“Money frees you from doing things you dislike. Since I dislike nearly everything, money is handy.” – Groucho Marx
Sometimes a business, over the years, builds up a very substantial investment or cash position, far and away above what is needed for operations. If so, that might be a situation where there has been a build-up in retained earnings (that is an increase in equity), meaning that the company retained a (substantial?) portion of its income above and beyond what would appear to be its operating needs, rather than distributing it to the owners in the form of increased compensation or dividend distributions. Depending on various factors, that may mean there were disguised marital savings. The company kept it rather than giving it directly to the marital estate.
While a first blush reaction might be to the effect of “so what?”, when we recognize that marital savings is considered a component of lifestyle, you can see where “hiding” some of that lifestyle by not giving the family unit a chance to spend it, might effectively distort that family’s lifestyle. In addition, as a practical matter, since the non-business spouse generally gets less than 50% of the business, but generally 50% of the family savings, this is not only a lifestyle (and therefore support) issue, but also one that might have a significant bearing on equitable distribution.
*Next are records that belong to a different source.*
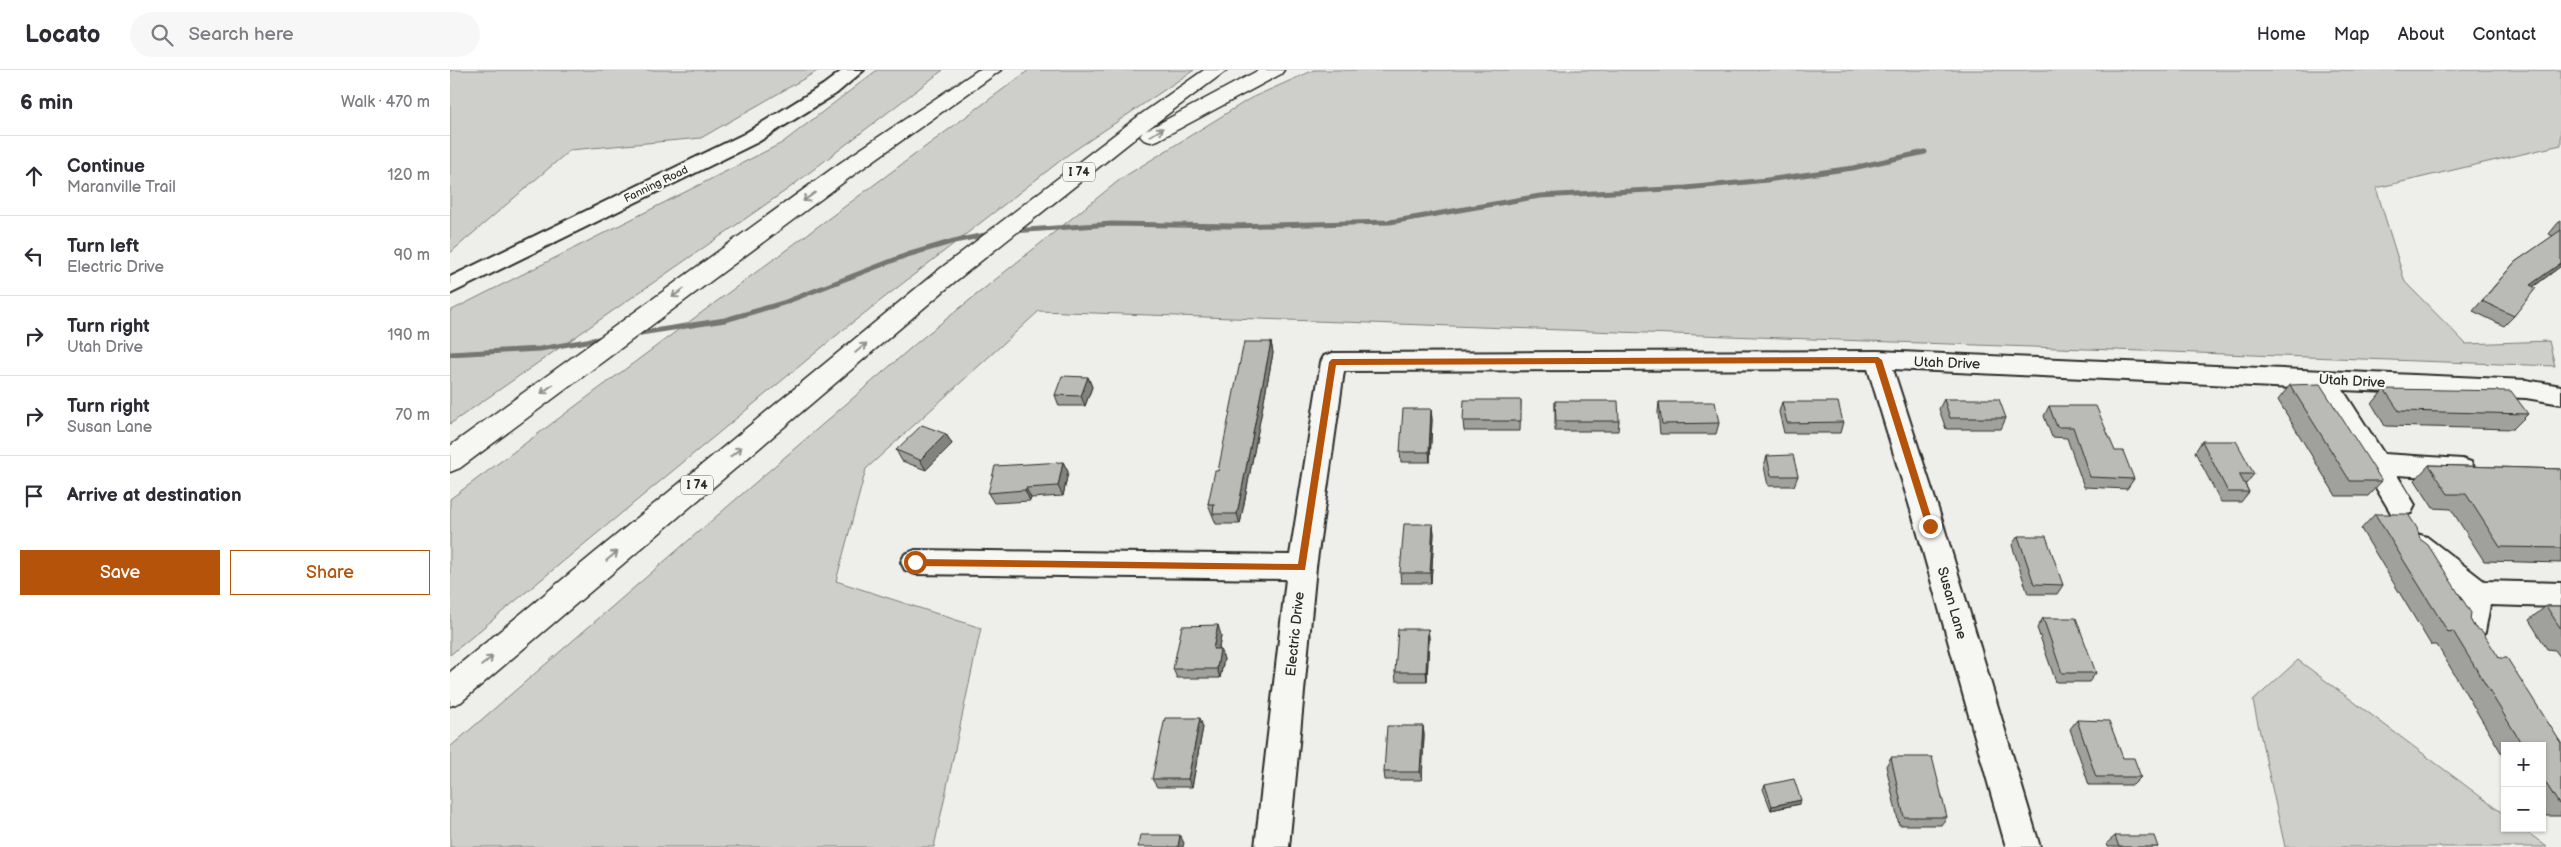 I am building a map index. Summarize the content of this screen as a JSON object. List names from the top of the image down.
{
  "streets": {
    "highway": ["I 74"],
    "street": [
      "Fanning Road",
      "Utah Drive",
      "Susan Lane",
      "Electric Drive"
    ]
  },
  "crossings": [
    ["Utah Drive", "Susan Lane"],
    ["Utah Drive", "Electric Drive"]
  ],
  "page": {
    "header": "Locato",
    "search": "Search here",
    "nav": [
      "Home",
      "Map",
      "About",
      "Contact"
    ],
    "heading": ["6 min", "Walk · 470 m"],
    "list": [
      ["Continue", "Maranville Trail", "120 m"],
      ["Turn left", "Electric Drive", "90 m"],
      ["Turn right", "Utah Drive", "190 m"],
      ["Turn right", "Susan Lane", "70 m"],
      "Arrive at destination"
    ],
    "buttons": ["Save", "Share"],
    "map_buttons": ["+", "−"]
  }
} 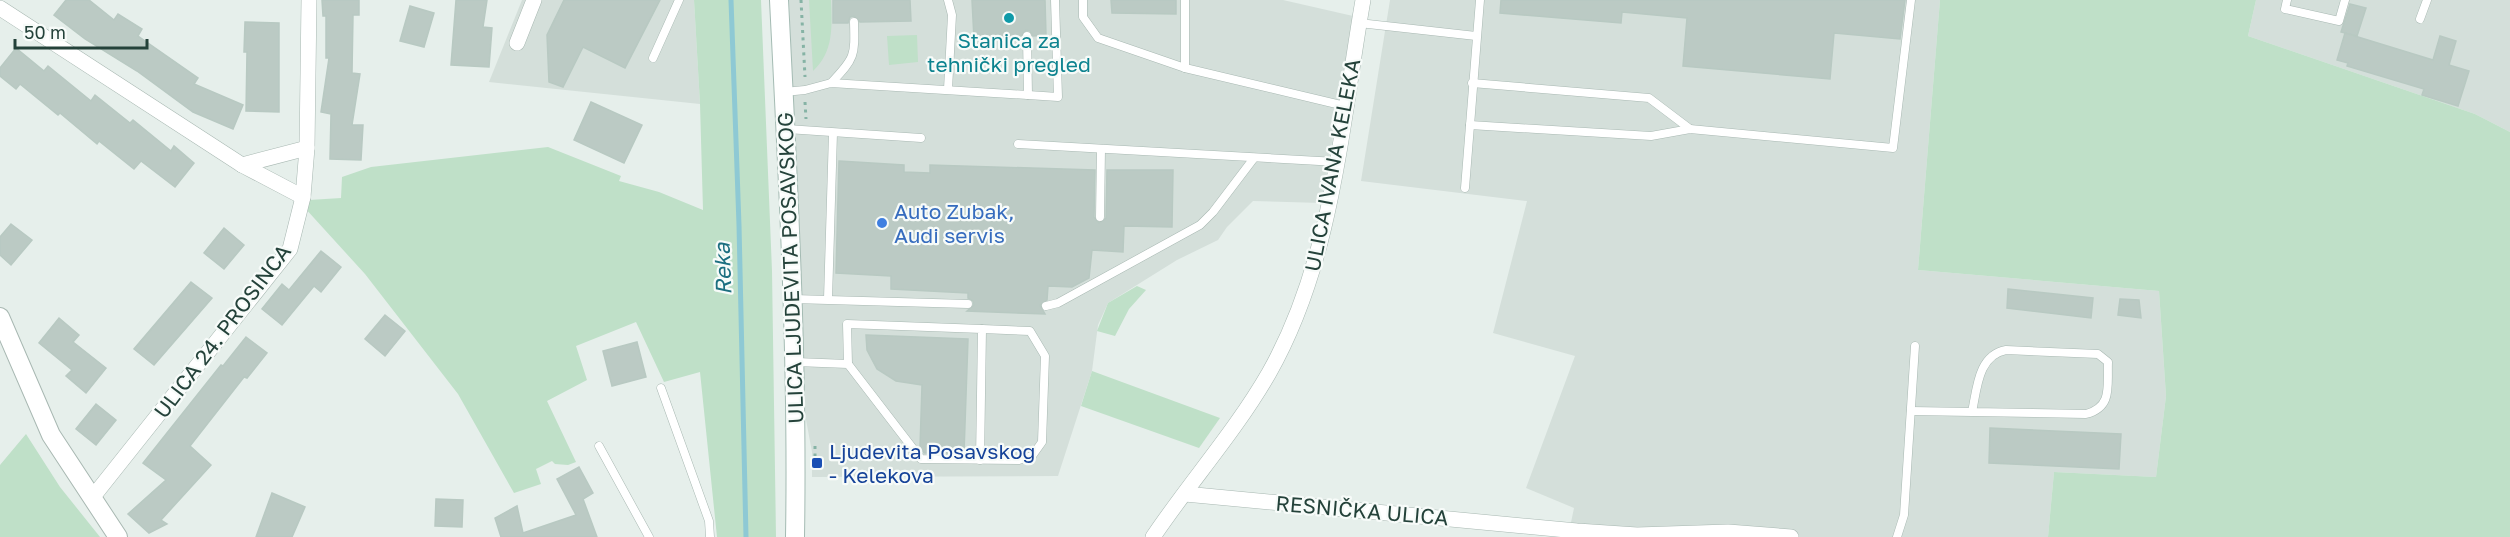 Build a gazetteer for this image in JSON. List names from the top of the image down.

Before assuming that every build-up in retained earnings/equity is a proxy for marital savings, recognize that this is generally a subjective area, and there can be solid business explanations for a build-up. Among the concerns we need to address before we can conclude a build-up was marital savings, are:
- Liquidity – a build-up in equity is not necessarily synonymous with a build-up in cash or investments. This argument generally doesn’t go very far when the build-up is not in liquid form, but rather for instance invested in plant and equipment;
- Ownership interest – this is kind of an easy one if the interest at issue is a 100% ownership interest, or at least greater than 50%. However, if it were a 10% interest, the argument would likely be much weaker. It is unlikely 10% had the ability to dictate whether the company was going to retain those earnings and when and if it was going to distribute them;
- Size of the company – as a general comment, a small company tends not to need much in terms of a build-up of funds; whereas a medium or large company may have need for same;
- History – not that this is determinative, but it might be relevant if the company has a history of distributing (whether by compensation or dividends) substantially all of its income and then changes that in the last few years;
- Growth – in general, all other things being equal, a growing company has a greater need to retain income to fuel that growth, than does a stagnant or shrinking company.
Kind of as a bonus, if the financial expert can make the case for such a build-up, that there is excess liquidity, non-operational assets, then in the typical income or even market driven approach to value, there will likely be additional value. Thus, not only is there a bump up in the martial standard of living, but also something extra on the value end, and an argument for a better carve-out for the non-business spouse.